Busy week; I just started a new job that had me down for a training meeting in Atlanta. Well, not Atlanta, but whatever you call the amalgamation of hotels, restaurants, and convention centers around the airport. I’ve been reading a few books by contemporary urbanists that describe the shift towards development around airports — we always build cities around transportation hubs, and airports today play the role that marine ports played in previous centuries. What you see sprouting up around the Atlanta airport is not sustainable and depends on cars. I’d be curious to see an example of high-density, walkable mixed-use development around an airport. There is the noise issue, however…hm. A broader question: how long will airports be the primary transportation hub — what will replace them?

Back home in Manhattan, I’ve been exploring my neighborhood. It is immensely satisfying to just walk around the city and take in the peoplescape. Boredom is impossible here — just go on a walk and you’re encountering something interesting. The other night, I was sitting at the bar at Dojo, reading, when a fellow came in looking for directions to a pizza place. I used my phone to find the details, but we struck up a conversation and ended up talking for four hours. He has lived in Soho since the 70s and has a wealth of stories about that neighborhood’s heyday. He was adamant that I get out and familiarize myself with NYC’s art galleries (I have not done the best job at this yet), and he wrote down a list of recommended places for me to get started at, all located down in the Lower East Side.

At one point he pulled out a puzzle that he told me he had invented: a plastic square, perhaps 2″ x 2″, with a slot on either end. You slide a metal rod into one side, and then attempt to make your way out the other side by moving it through a maze. I was able to solve it fairly quickly, but he flipped it over to the reverse side and asked me to try it. This maze was a lot more difficult. He said I need to be in a “zen state” and not to try to force it through, but I couldn’t get it. He tried it himself, and he wasn’t able to solve it either. Perhaps he was just being nice.

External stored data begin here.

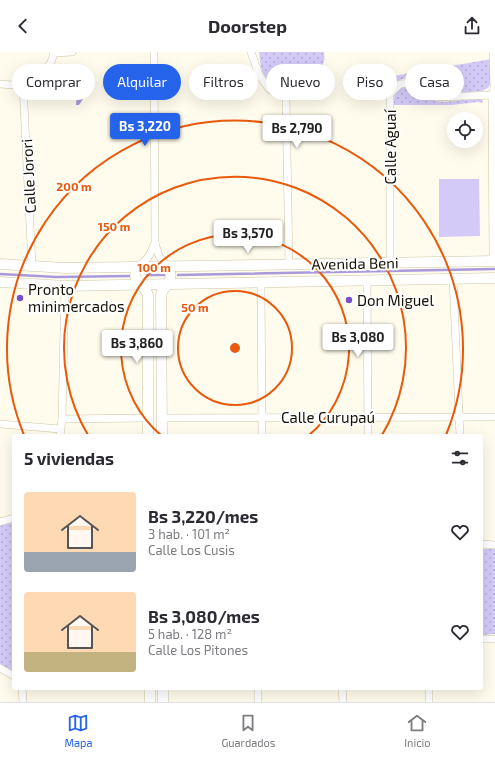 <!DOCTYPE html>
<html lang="es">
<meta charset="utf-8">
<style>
:root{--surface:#fff;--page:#f7f7f7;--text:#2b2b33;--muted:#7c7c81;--line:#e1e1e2;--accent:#2563eb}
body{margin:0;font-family:"Exo 2",sans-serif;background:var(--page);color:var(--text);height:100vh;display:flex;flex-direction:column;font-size:15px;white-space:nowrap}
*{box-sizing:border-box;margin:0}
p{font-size:13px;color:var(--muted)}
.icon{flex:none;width:22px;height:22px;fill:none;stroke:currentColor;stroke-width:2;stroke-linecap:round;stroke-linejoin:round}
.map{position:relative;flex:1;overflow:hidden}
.sheet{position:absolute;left:12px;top:382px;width:471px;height:256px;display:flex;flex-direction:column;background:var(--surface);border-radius:4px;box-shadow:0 4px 16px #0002}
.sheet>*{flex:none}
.hud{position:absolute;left:12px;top:12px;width:471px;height:36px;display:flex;gap:8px}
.tools{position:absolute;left:447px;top:60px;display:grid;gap:8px}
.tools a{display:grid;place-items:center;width:36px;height:36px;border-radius:50%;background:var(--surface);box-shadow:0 4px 16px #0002;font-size:20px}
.price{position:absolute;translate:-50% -34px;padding:0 9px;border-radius:4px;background:#fff;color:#222;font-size:13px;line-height:26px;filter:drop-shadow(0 1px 2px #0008)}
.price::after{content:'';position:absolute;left:50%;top:24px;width:12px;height:9px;margin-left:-6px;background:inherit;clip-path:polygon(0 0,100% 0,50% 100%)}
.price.on{background:var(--accent);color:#fff}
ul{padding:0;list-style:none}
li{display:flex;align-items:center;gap:12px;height:100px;padding:0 12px}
li span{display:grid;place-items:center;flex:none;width:112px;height:80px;border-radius:4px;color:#555}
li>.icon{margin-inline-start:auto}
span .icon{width:48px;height:48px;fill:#fffc;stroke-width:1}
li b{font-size:17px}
h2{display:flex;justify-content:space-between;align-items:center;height:48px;padding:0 12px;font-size:17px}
.pill{padding:0 14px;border-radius:18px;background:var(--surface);box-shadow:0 4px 16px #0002;font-size:14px;line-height:36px}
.pill.on{background:var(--accent);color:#fff}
header{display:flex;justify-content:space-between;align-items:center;height:52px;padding:0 12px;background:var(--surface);font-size:18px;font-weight:700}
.menu{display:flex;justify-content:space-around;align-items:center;height:56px;border-top:1px solid var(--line);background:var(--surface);font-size:11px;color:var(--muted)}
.menu a{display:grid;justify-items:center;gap:2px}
.menu .on{color:var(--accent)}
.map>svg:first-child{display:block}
.park{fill:url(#park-dots)}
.garden{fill:#d4caf8}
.water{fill:url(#water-waves)}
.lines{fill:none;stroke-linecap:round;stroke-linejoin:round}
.stream{stroke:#a999dd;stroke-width:2.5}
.street-casing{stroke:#cec6a2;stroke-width:8}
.secondary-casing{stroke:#cec6a2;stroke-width:11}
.street{stroke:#fff;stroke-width:7}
.secondary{stroke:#fff;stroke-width:10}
.ring{fill:none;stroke:#e8590c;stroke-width:2}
.poi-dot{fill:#7850c9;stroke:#fff;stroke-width:1.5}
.labels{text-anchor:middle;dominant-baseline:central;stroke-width:4;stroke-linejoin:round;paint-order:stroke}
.street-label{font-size:15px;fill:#151205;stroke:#fff}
.poi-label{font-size:15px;fill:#151205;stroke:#fff;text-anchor:start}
.centre{fill:#e8590c;stroke:#fff;stroke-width:2}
.ring-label{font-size:12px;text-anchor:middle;font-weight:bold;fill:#e8590c;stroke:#fff;stroke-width:4;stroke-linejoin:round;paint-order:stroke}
</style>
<header><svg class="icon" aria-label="back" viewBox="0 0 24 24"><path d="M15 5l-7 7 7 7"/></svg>Doorstep<svg class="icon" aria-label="share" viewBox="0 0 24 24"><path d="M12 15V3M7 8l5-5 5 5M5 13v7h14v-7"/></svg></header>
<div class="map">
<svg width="495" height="650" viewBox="0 0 495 650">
<defs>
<pattern id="park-dots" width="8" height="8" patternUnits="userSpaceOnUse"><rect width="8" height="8" fill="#d4caf8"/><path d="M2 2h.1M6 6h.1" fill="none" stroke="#b5acd3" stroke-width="1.8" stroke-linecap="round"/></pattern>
<pattern id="water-waves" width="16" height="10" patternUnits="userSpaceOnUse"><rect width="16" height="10" fill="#a999dd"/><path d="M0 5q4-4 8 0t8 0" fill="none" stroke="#887bb1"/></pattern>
</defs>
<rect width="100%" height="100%" fill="#fffced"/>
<g class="park">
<path d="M259,0h65c0,3 1,7 0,9 -1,4 -4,8 -6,11 -15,22 -42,29 -55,1 -3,-6 -3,-14 -4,-21z"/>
<path d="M491,7l-1,25 -2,4 -6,3 -38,3 -10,-3 -11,-10 -10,-3 -10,1 -11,4 -8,-1 -2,-4z"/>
<path d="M403,35c4,0 9,-1 13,0 8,2 12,12 20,14 15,3 35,-5 47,-1l-1,3 -4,-1 -27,3h-58l2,-12z"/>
<path d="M14,469v151l-14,-8v-138z"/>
<path d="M481,497h14v85l-14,1z"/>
</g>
<path class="garden" d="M439,127h40l1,57 -41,1z"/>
<path class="water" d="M84,33l3,1 3,2 -1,3 -6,7v1l-4,6h-3l1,-11z"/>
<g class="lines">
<g class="stream">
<path d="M0,222l56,3 74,-1"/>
<path d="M147,223h17"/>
<path d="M178,223l317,-6"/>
</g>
<defs>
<g id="street">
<path d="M154,0l1,191 4,13 8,10"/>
<path d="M251,0l8,23 10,14 17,9 3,167"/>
<path d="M54,1l18,-1"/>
<path d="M0,32c7,0 16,2 23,1 15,-2 29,-19 31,-33"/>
<path d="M23,33l9,181"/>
<path d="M493,209l-1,-166 2,-7 -1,-36"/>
<path d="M390,210v-168l10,-10 17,-1 21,14 57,-2"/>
<path d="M140,214l9,-10 6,-13"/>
<path d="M453,227l7,157"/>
<path d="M367,228l1,156"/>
<path d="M261,230l1,154"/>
<path d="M162,366l333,-1"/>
<path d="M62,367l86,-1"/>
<path d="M0,372l60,5"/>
<path d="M60,384l2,-17 3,-133"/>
<path d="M0,470l14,-4"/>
<path d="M481,492l14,1"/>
<path d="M481,587h14"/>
<path d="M0,616l14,8"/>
<path d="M22,636l1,14"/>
<path d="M258,636v14"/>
<path d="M342,636l1,14"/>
<path d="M429,636v14"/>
</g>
<g id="secondary">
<path d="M0,212l65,4 430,-7"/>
<path d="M140,214c-13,13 4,17 8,29v141"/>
<path d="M0,230l65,4 430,-8"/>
<path d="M162,384l-1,-142c5,-11 15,-15 6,-28"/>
<path d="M150,636v14"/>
<path d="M163,636v14"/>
</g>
</defs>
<use href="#street" class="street-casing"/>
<use href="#secondary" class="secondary-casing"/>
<use href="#street" class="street"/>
<use href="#secondary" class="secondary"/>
</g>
<g class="ring">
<circle cx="235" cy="296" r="57"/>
<path d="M162 384A114 114 0 1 1 308 384"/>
<path d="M88 383A171 171 0 1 1 382 383"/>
<path d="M24 383A228 228 0 1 1 446 383"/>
</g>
<g class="poi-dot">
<circle cx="20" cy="246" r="4"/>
<circle cx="349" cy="248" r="4"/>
</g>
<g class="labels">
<g class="street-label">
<text transform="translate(390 95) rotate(-90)">Calle Aguaí</text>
<text transform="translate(28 124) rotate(-93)">Calle Jorori</text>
<text transform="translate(355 211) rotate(-1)">Avenida Beni</text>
<text x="328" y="365">Calle Curupaú</text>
</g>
<g class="poi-label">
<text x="28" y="237">Pronto<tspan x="28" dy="17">minimercados</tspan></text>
<text x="357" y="248">Don Miguel</text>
</g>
</g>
<circle cx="235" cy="296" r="6" class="centre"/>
<g class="ring-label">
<text x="74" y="139">200 m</text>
<text x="114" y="179">150 m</text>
<text x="154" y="220">100 m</text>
<text x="195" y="260">50 m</text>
</g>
</svg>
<div class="tools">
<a><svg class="icon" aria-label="locate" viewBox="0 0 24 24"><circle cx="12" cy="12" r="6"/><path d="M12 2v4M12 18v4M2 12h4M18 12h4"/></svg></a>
</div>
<b class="price on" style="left:145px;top:95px">Bs 3,220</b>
<b class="price" style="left:297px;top:97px">Bs 2,790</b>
<b class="price" style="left:248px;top:202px">Bs 3,570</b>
<b class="price" style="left:358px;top:306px">Bs 3,080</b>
<b class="price" style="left:137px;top:312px">Bs 3,860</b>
<div class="hud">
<a class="pill">Comprar</a>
<a class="pill on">Alquilar</a>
<a class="pill">Filtros</a>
<a class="pill">Nuevo</a>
<a class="pill">Piso</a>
<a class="pill">Casa</a>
</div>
<section class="sheet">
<h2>5 viviendas<svg class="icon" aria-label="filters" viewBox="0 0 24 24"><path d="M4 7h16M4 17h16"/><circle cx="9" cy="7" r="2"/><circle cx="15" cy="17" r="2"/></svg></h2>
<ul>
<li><span style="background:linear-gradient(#ffd9b3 75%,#9aa5b1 0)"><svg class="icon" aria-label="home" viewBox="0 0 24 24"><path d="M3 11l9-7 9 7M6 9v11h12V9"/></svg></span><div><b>Bs 3,220/mes</b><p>3 hab. · 101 m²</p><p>Calle Los Cusis</p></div><svg class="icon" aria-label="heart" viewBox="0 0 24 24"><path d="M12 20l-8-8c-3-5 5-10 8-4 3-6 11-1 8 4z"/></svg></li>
<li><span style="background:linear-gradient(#ffd9b3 75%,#c2b280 0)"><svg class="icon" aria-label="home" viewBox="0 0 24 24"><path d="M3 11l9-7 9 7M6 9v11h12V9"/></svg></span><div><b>Bs 3,080/mes</b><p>5 hab. · 128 m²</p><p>Calle Los Pitones</p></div><svg class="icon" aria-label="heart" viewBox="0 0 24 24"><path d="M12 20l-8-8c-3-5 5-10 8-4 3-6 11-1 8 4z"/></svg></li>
</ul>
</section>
</div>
<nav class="menu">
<a class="on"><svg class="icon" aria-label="map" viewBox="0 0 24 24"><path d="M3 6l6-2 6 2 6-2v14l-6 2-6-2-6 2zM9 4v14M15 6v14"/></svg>Mapa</a>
<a><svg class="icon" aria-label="saved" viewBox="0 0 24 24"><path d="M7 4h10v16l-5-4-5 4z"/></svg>Guardados</a>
<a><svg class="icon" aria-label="home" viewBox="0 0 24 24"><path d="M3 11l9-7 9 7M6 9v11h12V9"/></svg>Inicio</a>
</nav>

I wake up in the mornings to the sound of pigeons. I didn’t know what they were when I first moved into this place, and was initially annoyed by the sound — the area right outside my bedroom window appears to be a major pigeon congregation zone. I’ve come to enjoy the sound; the fluttering of their wings is relaxing. And the .. I don’t even know what to call it .. cooing? .. sound that they make. It’s like .. when someone thinks something is interesting, and they make an “mmMMmm” sound that rises and falls in pitch. A plesant urban soundtrack.